Mathematical Approach
The whole method rests on one idea: instead of building the enormous integer \(\binom{n}{k}\), determine how many times each prime occurs in it and add the weighted contributions \(p \cdot v_p\).
Prime Exponents Inside a Binomial Coefficient
Write
$\binom{n}{k}=\frac{n!}{k!(n-k)!}.$
Prime exponents are additive across multiplication and subtractive across division, so for every prime \(p\),
$v_p\!\left(\binom{n}{k}\right)=v_p(n!) - v_p(k!) - v_p((n-k)!).$
This is the exact cancellation pattern used by the implementations. It turns the problem into three factorial-valuation queries per prime. The complement \(n-k\) matters naturally because the denominator contains both \(k!\) and \((n-k)!\), and the identity \(\binom{n}{k}=\binom{n}{n-k}\) explains why the two smaller factorials play symmetric roles.
Legendre's Formula for Factorials
To evaluate \(v_p(m!)\), the code uses Legendre's formula:
$v_p(m!)=\sum_{j \ge 1}\left\lfloor \frac{m}{p^j}\right\rfloor.$
Each term has a clean meaning. The term \(\left\lfloor m/p \right\rfloor\) counts the multiples of \(p\) in \(1,2,\dots,m\); the term \(\left\lfloor m/p^2 \right\rfloor\) counts the extra copies contributed by multiples of \(p^2\); the next term does the same for \(p^3\), and so on. The sum is finite because once \(p^j > m\), every later floor is zero.

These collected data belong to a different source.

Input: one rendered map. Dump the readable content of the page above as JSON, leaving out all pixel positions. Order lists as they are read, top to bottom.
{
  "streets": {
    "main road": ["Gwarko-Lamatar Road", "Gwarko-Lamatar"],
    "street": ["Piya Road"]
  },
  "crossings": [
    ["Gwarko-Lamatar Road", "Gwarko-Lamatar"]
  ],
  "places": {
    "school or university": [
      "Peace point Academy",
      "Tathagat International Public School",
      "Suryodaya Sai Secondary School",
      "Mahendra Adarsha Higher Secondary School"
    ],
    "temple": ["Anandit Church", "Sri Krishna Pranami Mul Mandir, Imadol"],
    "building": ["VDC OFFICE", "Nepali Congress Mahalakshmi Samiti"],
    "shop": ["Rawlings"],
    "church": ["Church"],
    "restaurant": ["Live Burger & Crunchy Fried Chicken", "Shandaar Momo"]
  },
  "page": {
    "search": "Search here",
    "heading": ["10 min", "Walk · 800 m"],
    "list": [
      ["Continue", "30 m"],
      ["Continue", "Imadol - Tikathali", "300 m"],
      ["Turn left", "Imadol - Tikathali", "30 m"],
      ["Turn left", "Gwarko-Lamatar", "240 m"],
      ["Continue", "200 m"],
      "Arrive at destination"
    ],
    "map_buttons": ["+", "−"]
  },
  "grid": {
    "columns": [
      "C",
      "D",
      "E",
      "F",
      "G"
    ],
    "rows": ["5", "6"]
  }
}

Computationally, this means we can start with \(x=m\), repeatedly divide by \(p\), and add the quotients:
$v_p(m!)=\left\lfloor \frac{m}{p}\right\rfloor+\left\lfloor \frac{m}{p^2}\right\rfloor+\left\lfloor \frac{m}{p^3}\right\rfloor+\cdots.$
Turning Valuations into the Required Sum
Substituting Legendre's formula into the binomial identity gives
$v_p\!\left(\binom{n}{k}\right)=\sum_{j \ge 1}\left(\left\lfloor \frac{n}{p^j}\right\rfloor-\left\lfloor \frac{k}{p^j}\right\rfloor-\left\lfloor \frac{n-k}{p^j}\right\rfloor\right).$
Therefore
$S\!\left(\binom{n}{k}\right)=\sum_{p \le n} p \sum_{j \ge 1}\left(\left\lfloor \frac{n}{p^j}\right\rfloor-\left\lfloor \frac{k}{p^j}\right\rfloor-\left\lfloor \frac{n-k}{p^j}\right\rfloor\right).$
Only primes up to \(n\) can contribute, because no prime larger than \(n\) appears in \(n!\). That is why the first phase of the algorithm is simply to list all primes \(p \le n\) with a sieve.

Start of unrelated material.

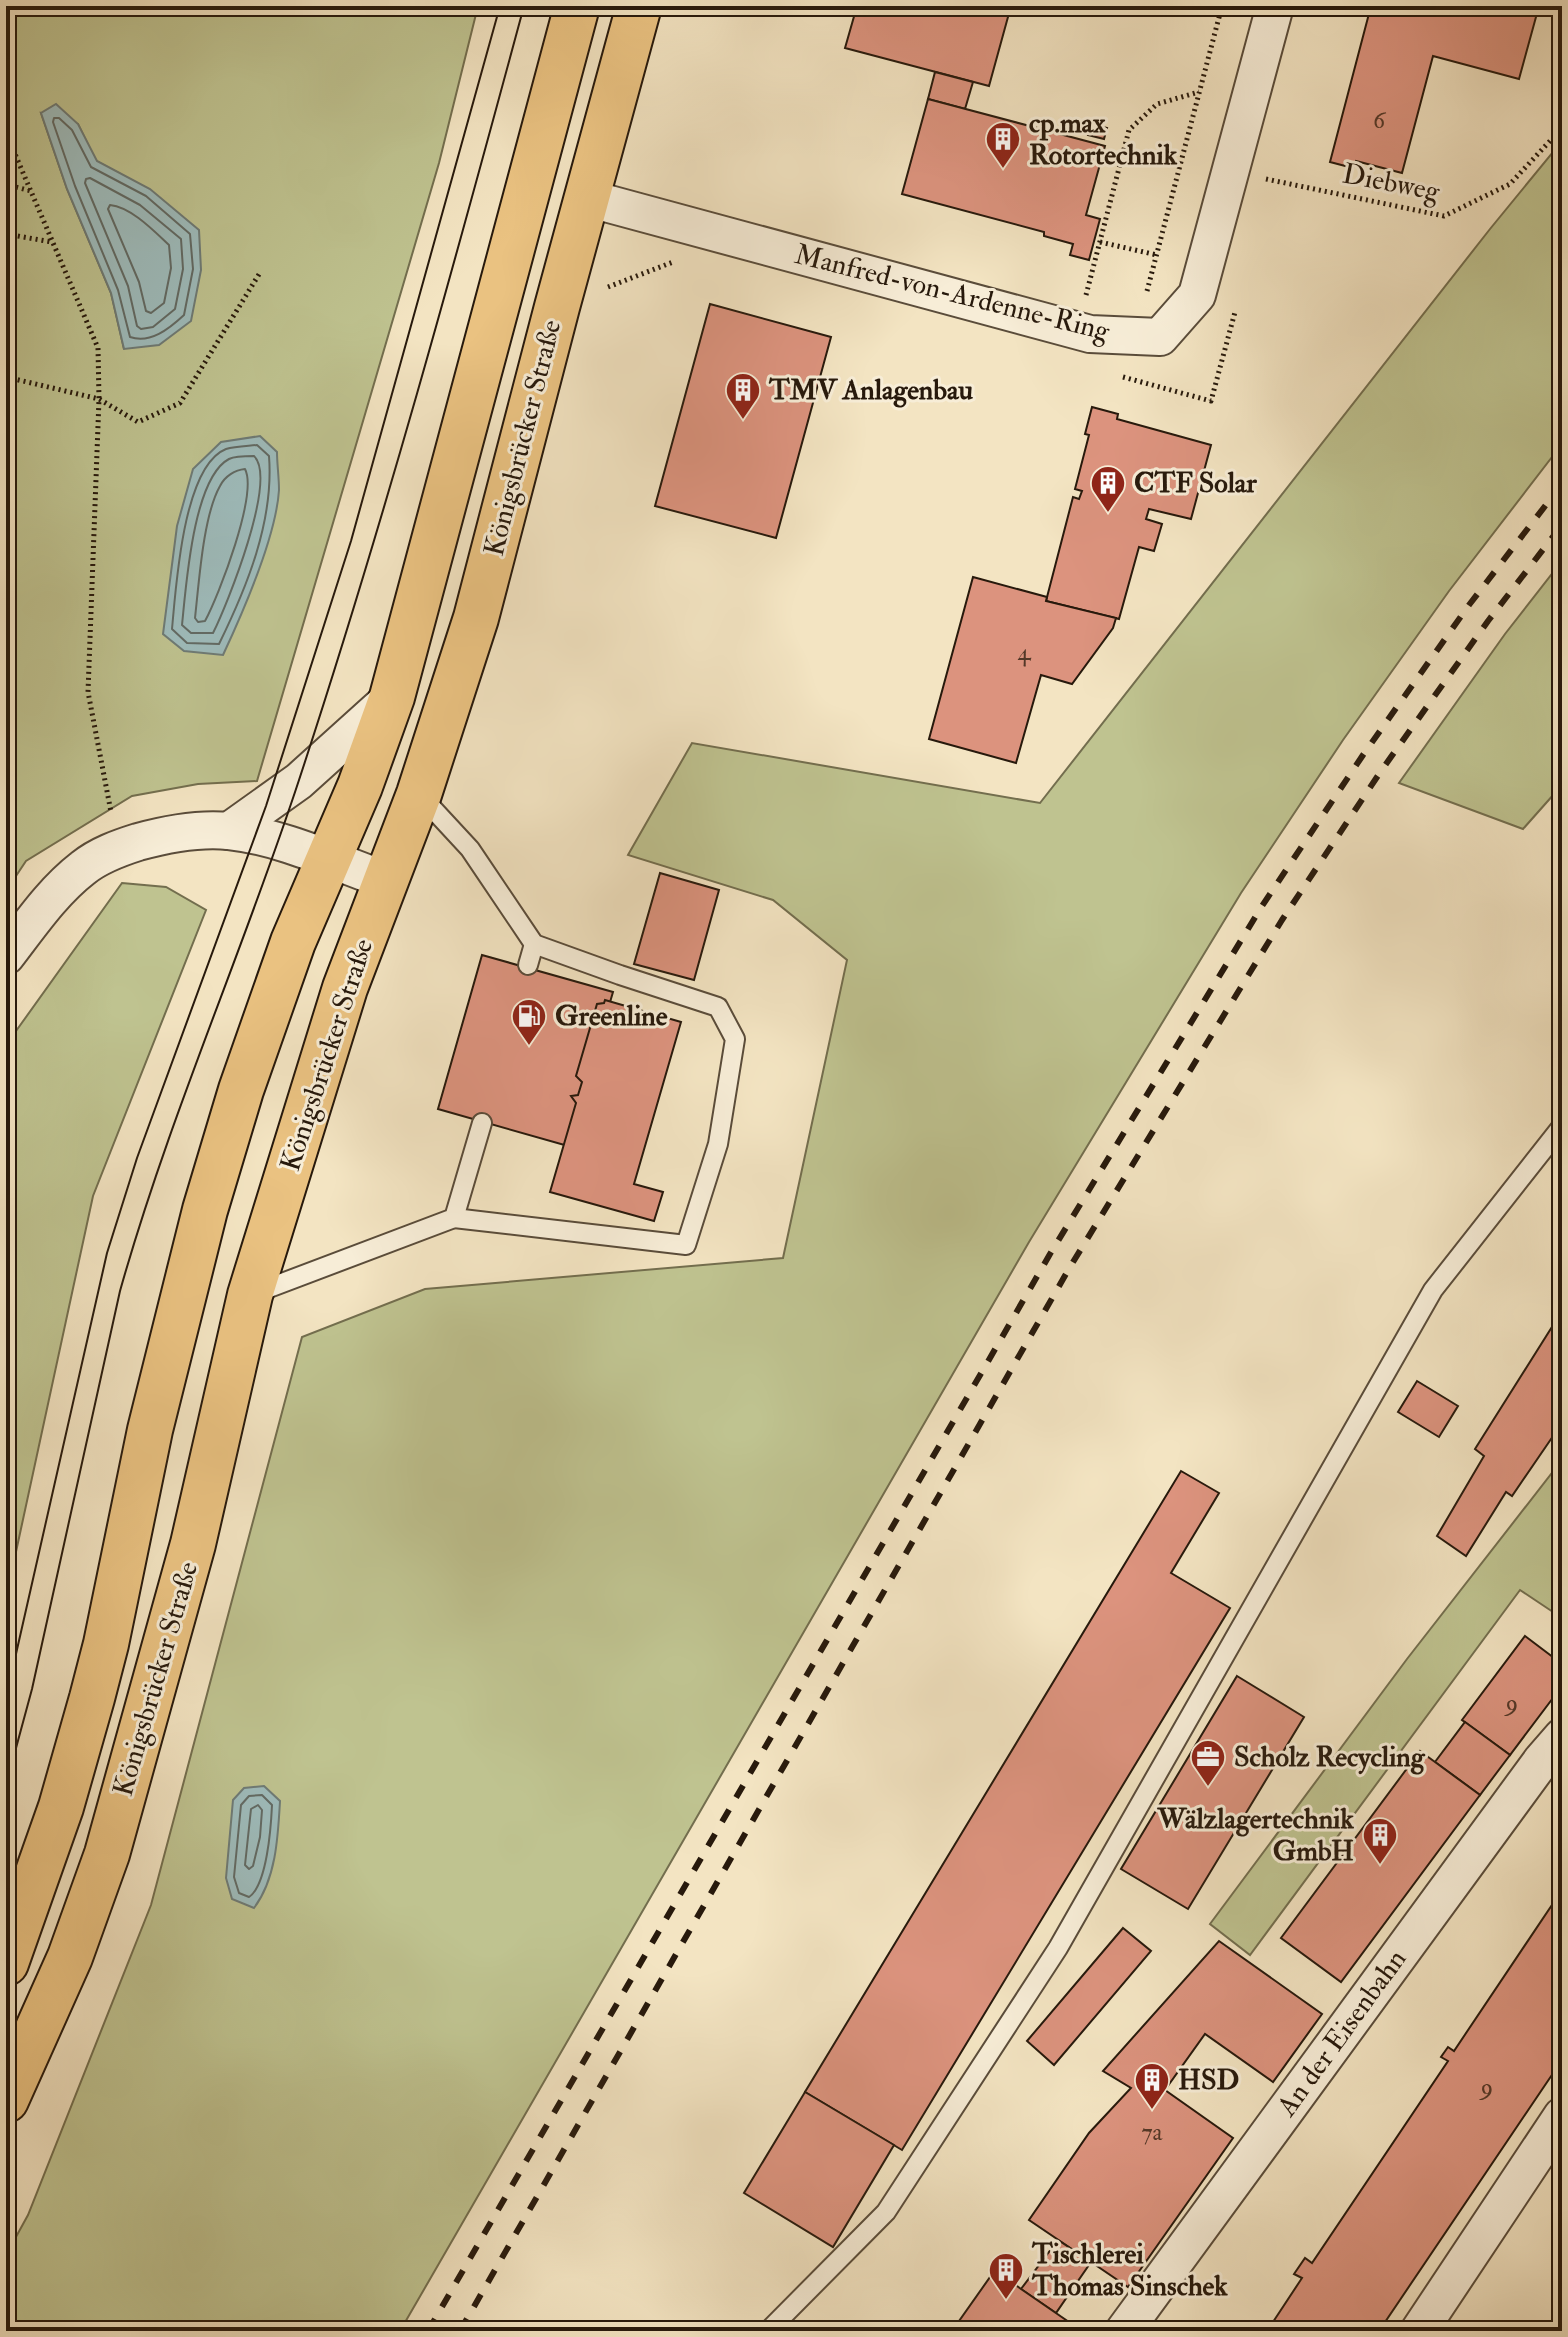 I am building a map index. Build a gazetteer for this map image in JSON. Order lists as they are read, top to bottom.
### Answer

Once those primes are known, every contribution is independent. For each prime \(p\), compute its exponent in \(n!\), subtract the two denominator exponents, multiply by \(p\), and add the result to the total.

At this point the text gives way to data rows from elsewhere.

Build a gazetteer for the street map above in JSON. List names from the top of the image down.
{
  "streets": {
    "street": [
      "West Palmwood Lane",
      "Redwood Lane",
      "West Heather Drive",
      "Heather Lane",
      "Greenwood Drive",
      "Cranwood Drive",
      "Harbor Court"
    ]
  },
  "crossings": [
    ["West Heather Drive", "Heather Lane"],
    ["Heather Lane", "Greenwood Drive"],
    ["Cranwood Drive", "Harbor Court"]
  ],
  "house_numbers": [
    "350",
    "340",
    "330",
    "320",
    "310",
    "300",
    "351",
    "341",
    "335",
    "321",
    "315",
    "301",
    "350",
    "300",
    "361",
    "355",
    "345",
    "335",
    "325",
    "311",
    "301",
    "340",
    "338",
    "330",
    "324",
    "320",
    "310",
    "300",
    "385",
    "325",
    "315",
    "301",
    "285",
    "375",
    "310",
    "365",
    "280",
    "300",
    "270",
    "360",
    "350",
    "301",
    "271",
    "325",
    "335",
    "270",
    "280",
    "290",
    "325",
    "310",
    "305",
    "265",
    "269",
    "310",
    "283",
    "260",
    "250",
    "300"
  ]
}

Worked Example: \(\binom{10}{3}\)
The small checkpoint used by the implementations is
$\binom{10}{3}=120=2^3 \cdot 3 \cdot 5,$
so the weighted prime-factor sum should be
$S\!\left(\binom{10}{3}\right)=2 \cdot 3 + 3 \cdot 1 + 5 \cdot 1 = 14.$
Legendre's formula reproduces that value directly. For \(p=2\),
$v_2(10!)=5+2+1=8,\qquad v_2(3!)=1,\qquad v_2(7!)=3+1=4,$
hence
$v_2\!\left(\binom{10}{3}\right)=8-1-4=3.$
For \(p=3\),
$v_3(10!)=3+1=4,\qquad v_3(3!)=1,\qquad v_3(7!)=2,$
so
$v_3\!\left(\binom{10}{3}\right)=4-1-2=1.$
For \(p=5\),
$v_5(10!)=2,\qquad v_5(3!)=0,\qquad v_5(7!)=1,$
thus
$v_5\!\left(\binom{10}{3}\right)=2-0-1=1.$
And for \(p=7\), the cancellation is complete:
$v_7(10!)=1,\qquad v_7(3!)=0,\qquad v_7(7!)=1,\qquad v_7\!\left(\binom{10}{3}\right)=0.$
This example shows exactly why the method is reliable: the binomial coefficient never has to be formed explicitly, yet every prime exponent is recovered correctly.
How the Code Works
The C++, Python, and Java implementations all follow the same three-stage computation.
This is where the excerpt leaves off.